LE « MOI » ROMANTIQUE

Afin de poursuivre et approfondir une réflexion déjà entamée sur le Romantisme, je voudrais aborder un des aspects le plus énigmatique de ce mouvement. La nouvelle sensibilité qui apparaît avec le Romantisme configure en même temps une subjectivité jusqu'alors inconnue, néanmoins en germe chez Rousseau et qui enfantera le « moi » moderne, débarrassé des carcans d'une histoire pour s'engager dans sa propre quête et inventant sa propre histoire.

Si le Romantisme est une nouvelle manière de sentir, d'écrire et de penser, il est aussi et peut-être plus fondamentalement l'expression d'un changement radical dans l'être de l'homme. A ce titre, il n'est pas le fruit d'une génération spontanée mais l'aboutissement d'une évolution historique qui traverse l'histoire de l'Occident depuis les premiers siècles.

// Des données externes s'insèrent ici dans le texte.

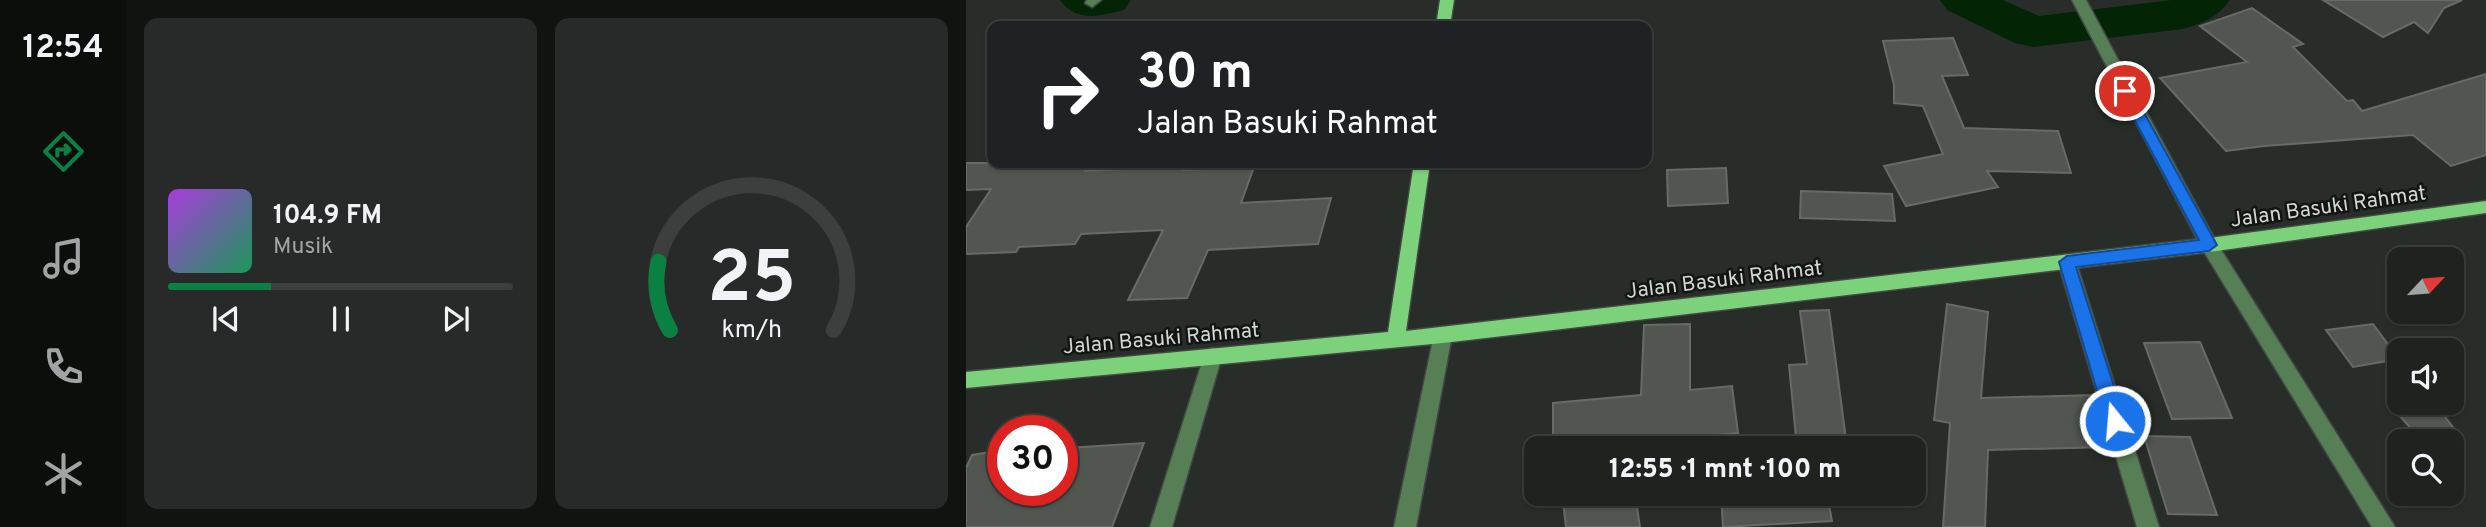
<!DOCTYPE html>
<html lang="id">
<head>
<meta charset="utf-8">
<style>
  :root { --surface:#1f221f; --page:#272a28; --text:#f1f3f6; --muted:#a1a4a4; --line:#3c3f3d; --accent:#0b8043 }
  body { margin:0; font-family:Overpass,sans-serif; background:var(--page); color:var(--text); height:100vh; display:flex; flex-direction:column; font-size:26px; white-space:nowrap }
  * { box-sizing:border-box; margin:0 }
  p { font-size:23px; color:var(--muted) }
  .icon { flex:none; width:38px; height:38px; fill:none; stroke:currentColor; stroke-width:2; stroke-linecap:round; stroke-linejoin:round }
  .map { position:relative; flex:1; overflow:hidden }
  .details { display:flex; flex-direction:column; gap:18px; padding:18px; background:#111311; width:840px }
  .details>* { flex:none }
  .top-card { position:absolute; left:21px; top:21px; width:665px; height:147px; border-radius:14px; box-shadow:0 2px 5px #0004,0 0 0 2px var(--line); background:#202124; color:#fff; overflow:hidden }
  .needle { width:46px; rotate:64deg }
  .tools { position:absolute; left:1421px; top:247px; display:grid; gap:14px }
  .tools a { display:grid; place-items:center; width:77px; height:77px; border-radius:14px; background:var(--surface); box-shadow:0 2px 5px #0004,0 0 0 2px var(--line); font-size:35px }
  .speed { position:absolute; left:21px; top:415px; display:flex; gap:14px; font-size:35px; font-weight:700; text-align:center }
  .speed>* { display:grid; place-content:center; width:91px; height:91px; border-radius:50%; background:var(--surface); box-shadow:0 2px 5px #0004,0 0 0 2px var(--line); line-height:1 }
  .speed .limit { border:10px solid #d22; background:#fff; color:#111 }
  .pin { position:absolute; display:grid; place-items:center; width:60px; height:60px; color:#fff; margin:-30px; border:4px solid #fff; border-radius:50%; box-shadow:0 2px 7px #0007 }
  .me { position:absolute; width:77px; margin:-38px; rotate:343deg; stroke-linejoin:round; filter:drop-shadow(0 0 5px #0008) }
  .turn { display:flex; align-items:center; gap:24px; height:147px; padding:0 35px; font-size:32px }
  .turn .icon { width:91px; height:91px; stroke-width:2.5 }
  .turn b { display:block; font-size:49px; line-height:60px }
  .details .card { flex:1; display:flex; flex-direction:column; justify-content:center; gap:10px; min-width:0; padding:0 24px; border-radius:14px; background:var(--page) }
  .details .dial { align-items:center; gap:0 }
  .dial svg { height:182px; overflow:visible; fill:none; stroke:var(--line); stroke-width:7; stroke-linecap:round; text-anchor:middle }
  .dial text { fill:var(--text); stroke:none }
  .song { display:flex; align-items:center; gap:21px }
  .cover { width:84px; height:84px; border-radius:10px; background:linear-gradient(135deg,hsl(280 70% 55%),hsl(150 70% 35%)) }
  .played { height:7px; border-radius:4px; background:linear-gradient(90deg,var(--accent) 30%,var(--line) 30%) }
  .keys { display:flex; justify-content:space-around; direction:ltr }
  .details .tiles { flex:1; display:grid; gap:18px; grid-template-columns:repeat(2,1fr) }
  .trip { position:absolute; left:558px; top:436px; width:402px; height:70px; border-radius:14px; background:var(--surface); box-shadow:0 2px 5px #0004,0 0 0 2px var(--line); font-weight:800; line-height:70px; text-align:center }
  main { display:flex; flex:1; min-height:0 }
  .tab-bar { display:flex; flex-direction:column; width:126px; justify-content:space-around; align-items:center; background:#0c0e0c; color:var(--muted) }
  .tab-bar .icon { width:49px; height:49px }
  .tab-bar .selected { color:var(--accent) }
  .tab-bar b { font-size:32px; color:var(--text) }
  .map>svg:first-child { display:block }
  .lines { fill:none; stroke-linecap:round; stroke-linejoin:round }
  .river { fill:#032405; fill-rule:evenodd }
  .building { fill:#525651; stroke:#666b66; stroke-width:2 }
  .minor-casing { stroke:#444844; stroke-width:3 }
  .major-casing { stroke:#444844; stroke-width:3 }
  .minor { fill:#577f56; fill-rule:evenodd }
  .major { fill:#7cd27b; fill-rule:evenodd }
  .route { fill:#1a73e8; stroke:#114b97; stroke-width:2 }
  .labels { text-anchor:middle; stroke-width:5; stroke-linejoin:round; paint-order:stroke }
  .street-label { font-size:21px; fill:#d3d6d3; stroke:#131513 }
</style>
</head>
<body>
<main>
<nav class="tab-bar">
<b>12:54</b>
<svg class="icon selected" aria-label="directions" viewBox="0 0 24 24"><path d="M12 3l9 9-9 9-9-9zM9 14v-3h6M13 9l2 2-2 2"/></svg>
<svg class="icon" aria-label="music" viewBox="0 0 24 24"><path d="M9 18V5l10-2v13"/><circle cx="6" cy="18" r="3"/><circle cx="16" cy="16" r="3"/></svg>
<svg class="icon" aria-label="phone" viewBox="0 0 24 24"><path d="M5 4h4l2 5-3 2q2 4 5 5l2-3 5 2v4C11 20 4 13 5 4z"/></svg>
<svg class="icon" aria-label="climate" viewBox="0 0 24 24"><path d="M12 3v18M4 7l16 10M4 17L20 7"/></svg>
</nav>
<section class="details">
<div class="tiles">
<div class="card">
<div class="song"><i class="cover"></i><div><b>104.9 FM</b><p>Musik</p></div></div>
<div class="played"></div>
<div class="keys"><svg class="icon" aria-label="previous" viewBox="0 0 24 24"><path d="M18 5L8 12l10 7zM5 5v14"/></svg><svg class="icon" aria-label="pause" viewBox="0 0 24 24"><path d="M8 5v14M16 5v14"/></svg><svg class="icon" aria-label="next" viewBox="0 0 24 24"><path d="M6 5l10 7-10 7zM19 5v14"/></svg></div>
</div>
<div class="card dial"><svg viewBox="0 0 100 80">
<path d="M14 69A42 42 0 1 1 86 69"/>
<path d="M14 69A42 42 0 0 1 9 39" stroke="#0b8043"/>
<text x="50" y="56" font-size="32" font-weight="700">25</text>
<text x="50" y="72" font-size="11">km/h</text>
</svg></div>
</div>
</section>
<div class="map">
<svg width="1520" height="527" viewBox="0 0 1520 527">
  <rect width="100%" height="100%" fill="#292d29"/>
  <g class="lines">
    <g class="river">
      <path d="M94,0H165L158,10C134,16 110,23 94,0Z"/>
      <path d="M974,0H1037L1073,16L1206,0H1264C1252,17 1236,24 1217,29L1067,47L1049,43L981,10Z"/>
    </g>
  </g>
  <g class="building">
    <polygon points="1357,0 1496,0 1478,8 1462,33 1448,22 1417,37"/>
    <polygon points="1286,8 1337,44 1327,47 1381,101 1387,100 1396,111 1520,74 1520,155 1485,166 1447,135 1298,146 1260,151 1194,78 1281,62 1234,26"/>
    <polygon points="987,38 1002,75 976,76 998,128 1092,131 1105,173 1021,171 1032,187 940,206 918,166 977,154 957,106 928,103 928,85 917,41"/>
    <polygon points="0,163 123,163 119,171 220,166 218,170 288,167 275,203 365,198 352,244 242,250 221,298 162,300 197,230 115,234 109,244 53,247 50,252 0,254 0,227 25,189 0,190"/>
    <polygon points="760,168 762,203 702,206 701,170"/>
    <polygon points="835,191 926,194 929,221 834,218"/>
    <polygon points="981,304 1022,312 1015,398 1129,395 1144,447 1022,450 1019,527 977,527 984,423 968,420"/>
    <polygon points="863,310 881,447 831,448 823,365 841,364 834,311"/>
    <polygon points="724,324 724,390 766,386 772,433 660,444 661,448 587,448 587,403 675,395 678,325"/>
    <polygon points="1407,324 1433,359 1387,367 1360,330"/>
    <polygon points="1234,342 1266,418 1206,419 1178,343"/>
    <polygon points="1468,402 1492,434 1472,441 1456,441 1432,414"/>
    <polygon points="1178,436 1224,437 1251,515 1202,514"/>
    <polygon points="178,443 146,527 0,527 0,468 6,455 37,450 37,490 96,490 96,459 101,448"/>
    <polygon points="596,494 669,494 674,527 600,527"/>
    <polygon points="755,494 861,494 866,521 757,527"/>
  </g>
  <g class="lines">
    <g class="minor-casing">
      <g id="minor">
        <polygon points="121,0 135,0 126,7 119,3"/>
        <polygon points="1106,0 1120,0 1249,240 1429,527 1406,527 1237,250"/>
        <polygon points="1101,255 1107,257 1110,262 1193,527 1171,527 1092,262 1095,257"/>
        <polygon points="477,327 484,329 486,335 450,527 428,527 468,335 470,329"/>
        <polygon points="247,348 254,350 256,356 206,527 184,527 238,356 240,350"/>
      </g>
    </g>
    <g class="major-casing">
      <g id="major">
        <polygon points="474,0 488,0 484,26 470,26"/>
        <polygon points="448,163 464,163 440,331 1243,238 1520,201 1520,213 1243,252 477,343 0,388 0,372 422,332"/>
      </g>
    </g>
    <use href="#minor" class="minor"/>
    <use href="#major" class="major"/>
  </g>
  <polygon class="route" points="1159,87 1166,91 1251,245 1243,251 1110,267 1159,421 1156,427 1149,429 1143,427 1140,421 1093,262 1101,256 1233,240 1153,91"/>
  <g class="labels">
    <g class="street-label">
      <text transform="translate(1362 206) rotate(-8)" y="7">Jalan Basuki Rahmat</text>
      <text transform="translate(758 279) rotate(-7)" y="7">Jalan Basuki Rahmat</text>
      <text transform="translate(195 338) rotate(-5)" y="7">Jalan Basuki Rahmat</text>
    </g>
  </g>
</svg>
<div class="tools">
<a><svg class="needle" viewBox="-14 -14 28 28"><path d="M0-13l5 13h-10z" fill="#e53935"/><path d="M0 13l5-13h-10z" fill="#a1a4a4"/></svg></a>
<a><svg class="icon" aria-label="sound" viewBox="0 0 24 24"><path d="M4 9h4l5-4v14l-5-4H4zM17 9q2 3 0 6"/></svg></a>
<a><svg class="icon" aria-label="search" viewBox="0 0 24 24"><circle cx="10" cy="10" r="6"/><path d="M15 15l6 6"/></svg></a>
</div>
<div class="speed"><div class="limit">30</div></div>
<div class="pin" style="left:1159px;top:91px;background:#d93025"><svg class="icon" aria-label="arrive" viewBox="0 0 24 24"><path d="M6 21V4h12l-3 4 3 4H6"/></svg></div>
<svg class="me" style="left:1149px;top:421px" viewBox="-20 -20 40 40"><circle r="17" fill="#1a73e8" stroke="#fff" stroke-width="3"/><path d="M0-11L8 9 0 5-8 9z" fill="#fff"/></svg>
<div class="trip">12:55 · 1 mnt · 100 m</div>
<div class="top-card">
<div class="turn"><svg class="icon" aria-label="right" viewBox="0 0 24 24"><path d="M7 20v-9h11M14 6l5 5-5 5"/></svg><div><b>30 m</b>Jalan Basuki Rahmat</div></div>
</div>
</div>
</main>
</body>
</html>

Le Romantisme est une affaire classique, c’est-à-dire entendue. L'on sait qu'il commence avec Chateaubriand, suit avec Lamartine, atteint son sommet avec Hugo, puis suscite par réaction ou par épuisement le Réalisme pour déboucher sur le Symbolisme. Quant à ses antécédents, on lui reconnaît comme père Jean Jacques Rousseau. Tel saint Jean Baptiste, il déblaye le chemin. En revanche, ce qu'on ne souligne pas assez, c'est l'influence des Confession qui sera le pas décisif en direction d'un « moi » nouveau, celui dont les Romantiques se réclameront et transmettront aux générations futures. Je vous invite au travers de cette courte étude à une promenade dans l'histoire pour observer les singuliers visages du moi, les plus représentatifs et les plus influents qui ont changé l'histoire ou exprimé l'histoire qui change.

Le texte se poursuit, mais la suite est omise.